Collective motion of ions in an ion trap for Fourier transform ion cyclotron resonance mass spectrometry

When two kinds of ions with a very small mass difference are trapped at high density in the Fourier transform ion cyclotron resonance (FT-ICR) cell and are coherently rotating in their cyclotron orbits, collective motion of two ion packets takes place due to the Coulomb interaction and only one peak appears in the spectrum rather than two peaks at their own mass-to-charge ratios. The phenomenon is theoretically studied with a model of two charged particles orbiting in a plane perpendicular to a uniform magnetic field. This model shows that, while the center-of-mass is rotating in a circular orbit at a frequency corresponding to the weighted average of the two cyclotron resonance frequencies, the two particles are rotating around the center-of-mass with an oscillating radius.
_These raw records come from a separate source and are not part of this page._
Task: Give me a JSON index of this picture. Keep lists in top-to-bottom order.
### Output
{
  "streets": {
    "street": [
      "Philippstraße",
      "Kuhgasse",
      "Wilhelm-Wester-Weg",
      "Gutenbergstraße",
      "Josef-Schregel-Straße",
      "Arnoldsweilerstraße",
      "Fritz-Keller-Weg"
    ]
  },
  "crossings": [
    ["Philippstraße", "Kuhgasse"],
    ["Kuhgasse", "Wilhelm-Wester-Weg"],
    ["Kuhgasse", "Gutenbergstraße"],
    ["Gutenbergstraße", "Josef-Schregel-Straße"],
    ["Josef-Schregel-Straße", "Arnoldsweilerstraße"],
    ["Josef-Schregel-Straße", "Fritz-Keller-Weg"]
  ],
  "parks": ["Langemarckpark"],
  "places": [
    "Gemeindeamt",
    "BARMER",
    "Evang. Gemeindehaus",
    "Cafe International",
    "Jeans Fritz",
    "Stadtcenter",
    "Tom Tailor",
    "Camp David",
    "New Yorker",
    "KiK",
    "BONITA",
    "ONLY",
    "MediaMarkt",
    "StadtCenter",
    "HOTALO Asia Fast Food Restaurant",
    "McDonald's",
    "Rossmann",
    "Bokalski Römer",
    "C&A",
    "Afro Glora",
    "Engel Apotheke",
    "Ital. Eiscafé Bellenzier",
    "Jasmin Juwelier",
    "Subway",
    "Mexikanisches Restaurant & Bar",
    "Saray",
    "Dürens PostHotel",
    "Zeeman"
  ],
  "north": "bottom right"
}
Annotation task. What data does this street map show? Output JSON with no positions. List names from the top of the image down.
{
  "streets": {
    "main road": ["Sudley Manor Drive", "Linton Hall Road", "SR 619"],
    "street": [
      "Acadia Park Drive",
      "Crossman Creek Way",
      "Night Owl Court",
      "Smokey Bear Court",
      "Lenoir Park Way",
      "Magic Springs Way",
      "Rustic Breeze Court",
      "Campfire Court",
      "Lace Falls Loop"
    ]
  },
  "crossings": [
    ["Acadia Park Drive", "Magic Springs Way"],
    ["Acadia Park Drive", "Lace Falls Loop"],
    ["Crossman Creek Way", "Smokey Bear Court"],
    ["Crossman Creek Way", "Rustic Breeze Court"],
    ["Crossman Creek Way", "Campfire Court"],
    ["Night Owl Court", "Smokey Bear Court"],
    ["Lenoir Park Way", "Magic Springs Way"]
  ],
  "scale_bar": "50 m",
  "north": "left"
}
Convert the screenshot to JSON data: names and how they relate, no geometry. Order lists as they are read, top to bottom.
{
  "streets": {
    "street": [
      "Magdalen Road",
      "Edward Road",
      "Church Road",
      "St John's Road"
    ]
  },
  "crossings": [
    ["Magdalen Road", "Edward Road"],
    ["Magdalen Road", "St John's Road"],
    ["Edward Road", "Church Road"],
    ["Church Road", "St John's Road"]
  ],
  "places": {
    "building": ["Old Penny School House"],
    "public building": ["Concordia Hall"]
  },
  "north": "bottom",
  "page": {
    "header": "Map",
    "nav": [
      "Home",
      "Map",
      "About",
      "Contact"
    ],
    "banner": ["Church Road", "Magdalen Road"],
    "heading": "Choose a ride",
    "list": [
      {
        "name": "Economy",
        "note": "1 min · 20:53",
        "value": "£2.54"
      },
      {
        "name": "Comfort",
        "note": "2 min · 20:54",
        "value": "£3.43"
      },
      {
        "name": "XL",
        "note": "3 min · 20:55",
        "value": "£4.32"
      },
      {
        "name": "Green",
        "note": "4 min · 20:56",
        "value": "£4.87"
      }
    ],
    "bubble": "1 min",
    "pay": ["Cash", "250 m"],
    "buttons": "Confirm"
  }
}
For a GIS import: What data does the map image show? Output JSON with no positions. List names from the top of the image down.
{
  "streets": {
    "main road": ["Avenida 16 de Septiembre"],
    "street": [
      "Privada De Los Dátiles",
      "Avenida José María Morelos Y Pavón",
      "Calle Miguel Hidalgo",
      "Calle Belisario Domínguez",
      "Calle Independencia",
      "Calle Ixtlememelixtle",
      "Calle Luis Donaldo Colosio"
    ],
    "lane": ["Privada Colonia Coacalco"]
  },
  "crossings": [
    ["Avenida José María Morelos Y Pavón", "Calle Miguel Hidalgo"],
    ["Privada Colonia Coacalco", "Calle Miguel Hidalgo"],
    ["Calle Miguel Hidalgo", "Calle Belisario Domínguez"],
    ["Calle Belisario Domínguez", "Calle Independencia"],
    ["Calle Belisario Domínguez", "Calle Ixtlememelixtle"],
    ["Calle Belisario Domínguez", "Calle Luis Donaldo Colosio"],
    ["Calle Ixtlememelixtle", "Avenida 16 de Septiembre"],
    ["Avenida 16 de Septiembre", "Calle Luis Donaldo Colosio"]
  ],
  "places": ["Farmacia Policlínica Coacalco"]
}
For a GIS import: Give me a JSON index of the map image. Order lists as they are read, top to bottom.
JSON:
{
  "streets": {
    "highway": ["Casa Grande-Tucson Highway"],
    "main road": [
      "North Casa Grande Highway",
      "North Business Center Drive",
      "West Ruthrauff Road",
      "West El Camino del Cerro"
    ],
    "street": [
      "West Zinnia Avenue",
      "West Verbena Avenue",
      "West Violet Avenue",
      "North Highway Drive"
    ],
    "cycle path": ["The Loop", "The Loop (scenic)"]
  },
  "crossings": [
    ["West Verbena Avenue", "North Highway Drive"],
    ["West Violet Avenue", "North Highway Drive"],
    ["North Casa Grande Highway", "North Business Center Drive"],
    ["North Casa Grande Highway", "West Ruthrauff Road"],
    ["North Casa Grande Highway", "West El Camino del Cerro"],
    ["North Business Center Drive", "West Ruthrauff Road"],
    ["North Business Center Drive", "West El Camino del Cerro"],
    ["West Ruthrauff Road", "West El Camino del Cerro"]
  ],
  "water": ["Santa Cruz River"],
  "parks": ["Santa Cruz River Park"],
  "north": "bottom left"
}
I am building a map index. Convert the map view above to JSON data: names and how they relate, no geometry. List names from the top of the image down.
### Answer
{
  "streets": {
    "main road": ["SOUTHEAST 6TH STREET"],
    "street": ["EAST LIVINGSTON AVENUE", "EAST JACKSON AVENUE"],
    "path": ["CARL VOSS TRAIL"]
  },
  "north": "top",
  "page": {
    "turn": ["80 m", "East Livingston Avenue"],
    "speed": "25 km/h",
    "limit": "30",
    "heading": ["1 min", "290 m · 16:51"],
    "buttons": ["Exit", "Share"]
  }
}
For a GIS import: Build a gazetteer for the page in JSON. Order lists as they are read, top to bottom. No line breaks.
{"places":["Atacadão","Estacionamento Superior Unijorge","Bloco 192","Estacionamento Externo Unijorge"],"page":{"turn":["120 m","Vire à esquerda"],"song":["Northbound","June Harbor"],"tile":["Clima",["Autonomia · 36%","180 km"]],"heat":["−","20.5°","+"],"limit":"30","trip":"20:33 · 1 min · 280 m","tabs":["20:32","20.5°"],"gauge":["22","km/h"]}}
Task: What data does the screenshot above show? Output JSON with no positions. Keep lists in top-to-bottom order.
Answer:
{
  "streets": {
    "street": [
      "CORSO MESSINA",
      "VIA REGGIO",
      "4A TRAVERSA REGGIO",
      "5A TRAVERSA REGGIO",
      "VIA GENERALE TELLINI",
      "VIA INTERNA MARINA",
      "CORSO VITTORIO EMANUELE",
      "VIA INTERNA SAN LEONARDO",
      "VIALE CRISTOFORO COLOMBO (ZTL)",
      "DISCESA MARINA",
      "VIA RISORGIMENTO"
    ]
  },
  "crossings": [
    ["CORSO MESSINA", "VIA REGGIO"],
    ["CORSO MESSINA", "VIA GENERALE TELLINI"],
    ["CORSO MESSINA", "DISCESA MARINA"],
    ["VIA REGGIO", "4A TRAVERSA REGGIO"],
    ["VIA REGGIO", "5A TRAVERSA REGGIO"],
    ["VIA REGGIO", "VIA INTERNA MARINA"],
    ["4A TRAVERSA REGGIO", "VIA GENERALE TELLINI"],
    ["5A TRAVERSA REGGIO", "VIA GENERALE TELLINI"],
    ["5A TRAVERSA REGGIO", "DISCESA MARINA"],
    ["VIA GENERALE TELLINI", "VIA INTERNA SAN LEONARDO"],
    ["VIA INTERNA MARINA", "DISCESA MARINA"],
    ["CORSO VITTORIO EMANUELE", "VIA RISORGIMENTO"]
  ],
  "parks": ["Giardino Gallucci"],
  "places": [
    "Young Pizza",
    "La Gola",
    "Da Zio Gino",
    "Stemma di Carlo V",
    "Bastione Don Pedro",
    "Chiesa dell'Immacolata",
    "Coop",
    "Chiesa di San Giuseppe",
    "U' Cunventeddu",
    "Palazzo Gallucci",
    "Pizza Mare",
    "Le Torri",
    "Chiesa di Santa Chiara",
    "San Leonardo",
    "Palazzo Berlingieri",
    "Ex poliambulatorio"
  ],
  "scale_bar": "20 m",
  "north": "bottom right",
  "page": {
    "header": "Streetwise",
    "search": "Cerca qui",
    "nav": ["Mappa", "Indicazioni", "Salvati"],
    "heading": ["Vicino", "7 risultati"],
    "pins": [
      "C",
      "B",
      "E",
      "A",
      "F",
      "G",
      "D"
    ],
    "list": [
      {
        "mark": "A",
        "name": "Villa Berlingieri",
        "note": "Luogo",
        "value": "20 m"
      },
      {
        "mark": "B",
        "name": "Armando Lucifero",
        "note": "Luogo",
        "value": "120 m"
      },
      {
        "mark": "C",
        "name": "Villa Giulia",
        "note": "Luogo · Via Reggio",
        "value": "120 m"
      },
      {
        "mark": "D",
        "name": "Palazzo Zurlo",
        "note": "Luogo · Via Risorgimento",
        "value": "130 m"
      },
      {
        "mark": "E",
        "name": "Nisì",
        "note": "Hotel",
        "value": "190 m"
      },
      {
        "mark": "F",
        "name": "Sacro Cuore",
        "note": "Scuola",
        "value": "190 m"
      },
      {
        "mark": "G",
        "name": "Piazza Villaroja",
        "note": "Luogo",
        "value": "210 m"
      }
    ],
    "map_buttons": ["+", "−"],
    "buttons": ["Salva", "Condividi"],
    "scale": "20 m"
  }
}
The potential between the two particles is calculated and the resonance condition which decouples the coupling motion is derived as a function of mass, number of charges, the orbital radius of the center-of-mass and the magnetic field strength. The condition is experimentally examined with CO+ (m/z = 27.9949) and C2H4+ (m/z = 28.0313) ions, varying the number of charges and the cyclotron radius, and an agreement with the theory is found. The collective motion of highly multiply charged heavy ions produced from biomolecules is also discussed.